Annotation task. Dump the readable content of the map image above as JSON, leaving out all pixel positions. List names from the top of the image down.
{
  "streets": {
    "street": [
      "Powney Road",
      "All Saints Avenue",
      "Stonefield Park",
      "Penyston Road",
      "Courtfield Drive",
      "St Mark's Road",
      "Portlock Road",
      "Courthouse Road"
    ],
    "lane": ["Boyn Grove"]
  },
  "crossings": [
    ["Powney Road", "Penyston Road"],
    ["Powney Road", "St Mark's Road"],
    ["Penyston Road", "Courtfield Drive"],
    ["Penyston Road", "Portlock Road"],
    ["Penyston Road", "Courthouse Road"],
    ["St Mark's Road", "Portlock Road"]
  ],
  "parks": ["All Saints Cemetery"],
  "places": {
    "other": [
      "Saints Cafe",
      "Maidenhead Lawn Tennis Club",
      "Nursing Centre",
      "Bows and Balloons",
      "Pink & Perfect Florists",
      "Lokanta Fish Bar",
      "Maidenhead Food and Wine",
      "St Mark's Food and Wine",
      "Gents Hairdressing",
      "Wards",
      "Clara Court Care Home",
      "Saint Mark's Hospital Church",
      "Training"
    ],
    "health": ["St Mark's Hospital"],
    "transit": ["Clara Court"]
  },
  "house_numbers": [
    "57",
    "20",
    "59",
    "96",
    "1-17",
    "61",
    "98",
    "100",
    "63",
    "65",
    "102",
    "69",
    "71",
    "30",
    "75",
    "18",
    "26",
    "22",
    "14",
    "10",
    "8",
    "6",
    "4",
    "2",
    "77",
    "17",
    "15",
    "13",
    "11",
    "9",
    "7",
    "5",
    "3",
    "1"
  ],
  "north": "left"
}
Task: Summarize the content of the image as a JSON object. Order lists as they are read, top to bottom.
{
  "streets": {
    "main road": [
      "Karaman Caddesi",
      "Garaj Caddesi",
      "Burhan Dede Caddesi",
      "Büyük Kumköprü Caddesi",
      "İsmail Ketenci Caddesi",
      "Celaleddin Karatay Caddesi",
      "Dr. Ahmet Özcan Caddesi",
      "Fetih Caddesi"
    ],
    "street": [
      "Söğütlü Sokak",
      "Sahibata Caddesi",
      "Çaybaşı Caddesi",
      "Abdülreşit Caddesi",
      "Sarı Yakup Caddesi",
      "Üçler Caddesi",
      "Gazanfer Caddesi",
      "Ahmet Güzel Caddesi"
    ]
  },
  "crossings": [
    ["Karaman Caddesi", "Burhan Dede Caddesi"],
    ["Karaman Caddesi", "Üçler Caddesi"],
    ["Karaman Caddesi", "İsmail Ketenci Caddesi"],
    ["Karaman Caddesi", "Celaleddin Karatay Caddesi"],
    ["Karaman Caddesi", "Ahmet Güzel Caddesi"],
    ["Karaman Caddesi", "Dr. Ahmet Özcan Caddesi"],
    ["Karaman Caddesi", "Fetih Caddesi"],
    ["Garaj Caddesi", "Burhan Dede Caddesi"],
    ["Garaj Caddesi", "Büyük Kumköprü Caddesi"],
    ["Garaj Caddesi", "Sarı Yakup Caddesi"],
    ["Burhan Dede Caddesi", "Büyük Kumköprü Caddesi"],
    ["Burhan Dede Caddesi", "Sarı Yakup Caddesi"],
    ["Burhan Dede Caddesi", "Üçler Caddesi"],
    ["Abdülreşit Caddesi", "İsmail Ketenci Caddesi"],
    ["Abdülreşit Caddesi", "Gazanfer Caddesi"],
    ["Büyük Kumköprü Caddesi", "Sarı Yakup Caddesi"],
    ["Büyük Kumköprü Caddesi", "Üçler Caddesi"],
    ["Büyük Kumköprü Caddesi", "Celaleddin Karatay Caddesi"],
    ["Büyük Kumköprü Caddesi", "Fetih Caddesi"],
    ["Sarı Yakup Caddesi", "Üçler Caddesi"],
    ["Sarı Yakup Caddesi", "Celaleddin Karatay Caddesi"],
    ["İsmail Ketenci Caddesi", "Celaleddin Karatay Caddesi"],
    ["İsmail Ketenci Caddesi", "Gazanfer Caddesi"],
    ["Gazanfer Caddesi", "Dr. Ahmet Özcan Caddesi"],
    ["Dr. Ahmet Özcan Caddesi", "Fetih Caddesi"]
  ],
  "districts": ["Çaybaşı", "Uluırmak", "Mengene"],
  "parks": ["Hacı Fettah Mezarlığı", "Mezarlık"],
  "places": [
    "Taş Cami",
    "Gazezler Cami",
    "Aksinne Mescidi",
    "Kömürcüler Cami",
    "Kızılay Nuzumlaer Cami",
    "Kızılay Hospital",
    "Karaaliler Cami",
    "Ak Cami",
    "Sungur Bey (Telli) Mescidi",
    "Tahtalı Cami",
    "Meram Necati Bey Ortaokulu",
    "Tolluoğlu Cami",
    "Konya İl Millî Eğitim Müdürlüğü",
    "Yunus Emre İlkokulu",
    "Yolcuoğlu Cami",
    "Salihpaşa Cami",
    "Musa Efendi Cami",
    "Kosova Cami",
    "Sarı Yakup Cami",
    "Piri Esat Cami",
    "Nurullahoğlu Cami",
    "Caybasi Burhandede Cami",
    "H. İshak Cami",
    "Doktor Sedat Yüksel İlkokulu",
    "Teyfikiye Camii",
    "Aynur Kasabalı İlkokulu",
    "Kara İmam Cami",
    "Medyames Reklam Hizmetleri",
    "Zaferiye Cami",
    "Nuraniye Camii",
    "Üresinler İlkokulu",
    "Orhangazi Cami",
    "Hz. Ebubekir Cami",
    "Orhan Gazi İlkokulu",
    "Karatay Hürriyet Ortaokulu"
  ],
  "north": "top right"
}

## Activity
Every line of the material should be transcribed without alteration.

## Output of the exercise
Annotation task. Dump the readable content of the map image above as JSON, leaving out all pixel positions. List names from the top of the image down.
{
  "streets": {
    "street": [
      "Powney Road",
      "All Saints Avenue",
      "Stonefield Park",
      "Penyston Road",
      "Courtfield Drive",
      "St Mark's Road",
      "Portlock Road",
      "Courthouse Road"
    ],
    "lane": ["Boyn Grove"]
  },
  "crossings": [
    ["Powney Road", "Penyston Road"],
    ["Powney Road", "St Mark's Road"],
    ["Penyston Road", "Courtfield Drive"],
    ["Penyston Road", "Portlock Road"],
    ["Penyston Road", "Courthouse Road"],
    ["St Mark's Road", "Portlock Road"]
  ],
  "parks": ["All Saints Cemetery"],
  "places": {
    "other": [
      "Saints Cafe",
      "Maidenhead Lawn Tennis Club",
      "Nursing Centre",
      "Bows and Balloons",
      "Pink & Perfect Florists",
      "Lokanta Fish Bar",
      "Maidenhead Food and Wine",
      "St Mark's Food and Wine",
      "Gents Hairdressing",
      "Wards",
      "Clara Court Care Home",
      "Saint Mark's Hospital Church",
      "Training"
    ],
    "health": ["St Mark's Hospital"],
    "transit": ["Clara Court"]
  },
  "house_numbers": [
    "57",
    "20",
    "59",
    "96",
    "1-17",
    "61",
    "98",
    "100",
    "63",
    "65",
    "102",
    "69",
    "71",
    "30",
    "75",
    "18",
    "26",
    "22",
    "14",
    "10",
    "8",
    "6",
    "4",
    "2",
    "77",
    "17",
    "15",
    "13",
    "11",
    "9",
    "7",
    "5",
    "3",
    "1"
  ],
  "north": "left"
}
Task: Summarize the content of the image as a JSON object. Order lists as they are read, top to bottom.
{
  "streets": {
    "main road": [
      "Karaman Caddesi",
      "Garaj Caddesi",
      "Burhan Dede Caddesi",
      "Büyük Kumköprü Caddesi",
      "İsmail Ketenci Caddesi",
      "Celaleddin Karatay Caddesi",
      "Dr. Ahmet Özcan Caddesi",
      "Fetih Caddesi"
    ],
    "street": [
      "Söğütlü Sokak",
      "Sahibata Caddesi",
      "Çaybaşı Caddesi",
      "Abdülreşit Caddesi",
      "Sarı Yakup Caddesi",
      "Üçler Caddesi",
      "Gazanfer Caddesi",
      "Ahmet Güzel Caddesi"
    ]
  },
  "crossings": [
    ["Karaman Caddesi", "Burhan Dede Caddesi"],
    ["Karaman Caddesi", "Üçler Caddesi"],
    ["Karaman Caddesi", "İsmail Ketenci Caddesi"],
    ["Karaman Caddesi", "Celaleddin Karatay Caddesi"],
    ["Karaman Caddesi", "Ahmet Güzel Caddesi"],
    ["Karaman Caddesi", "Dr. Ahmet Özcan Caddesi"],
    ["Karaman Caddesi", "Fetih Caddesi"],
    ["Garaj Caddesi", "Burhan Dede Caddesi"],
    ["Garaj Caddesi", "Büyük Kumköprü Caddesi"],
    ["Garaj Caddesi", "Sarı Yakup Caddesi"],
    ["Burhan Dede Caddesi", "Büyük Kumköprü Caddesi"],
    ["Burhan Dede Caddesi", "Sarı Yakup Caddesi"],
    ["Burhan Dede Caddesi", "Üçler Caddesi"],
    ["Abdülreşit Caddesi", "İsmail Ketenci Caddesi"],
    ["Abdülreşit Caddesi", "Gazanfer Caddesi"],
    ["Büyük Kumköprü Caddesi", "Sarı Yakup Caddesi"],
    ["Büyük Kumköprü Caddesi", "Üçler Caddesi"],
    ["Büyük Kumköprü Caddesi", "Celaleddin Karatay Caddesi"],
    ["Büyük Kumköprü Caddesi", "Fetih Caddesi"],
    ["Sarı Yakup Caddesi", "Üçler Caddesi"],
    ["Sarı Yakup Caddesi", "Celaleddin Karatay Caddesi"],
    ["İsmail Ketenci Caddesi", "Celaleddin Karatay Caddesi"],
    ["İsmail Ketenci Caddesi", "Gazanfer Caddesi"],
    ["Gazanfer Caddesi", "Dr. Ahmet Özcan Caddesi"],
    ["Dr. Ahmet Özcan Caddesi", "Fetih Caddesi"]
  ],
  "districts": ["Çaybaşı", "Uluırmak", "Mengene"],
  "parks": ["Hacı Fettah Mezarlığı", "Mezarlık"],
  "places": [
    "Taş Cami",
    "Gazezler Cami",
    "Aksinne Mescidi",
    "Kömürcüler Cami",
    "Kızılay Nuzumlaer Cami",
    "Kızılay Hospital",
    "Karaaliler Cami",
    "Ak Cami",
    "Sungur Bey (Telli) Mescidi",
    "Tahtalı Cami",
    "Meram Necati Bey Ortaokulu",
    "Tolluoğlu Cami",
    "Konya İl Millî Eğitim Müdürlüğü",
    "Yunus Emre İlkokulu",
    "Yolcuoğlu Cami",
    "Salihpaşa Cami",
    "Musa Efendi Cami",
    "Kosova Cami",
    "Sarı Yakup Cami",
    "Piri Esat Cami",
    "Nurullahoğlu Cami",
    "Caybasi Burhandede Cami",
    "H. İshak Cami",
    "Doktor Sedat Yüksel İlkokulu",
    "Teyfikiye Camii",
    "Aynur Kasabalı İlkokulu",
    "Kara İmam Cami",
    "Medyames Reklam Hizmetleri",
    "Zaferiye Cami",
    "Nuraniye Camii",
    "Üresinler İlkokulu",
    "Orhangazi Cami",
    "Hz. Ebubekir Cami",
    "Orhan Gazi İlkokulu",
    "Karatay Hürriyet Ortaokulu"
  ],
  "north": "top right"
}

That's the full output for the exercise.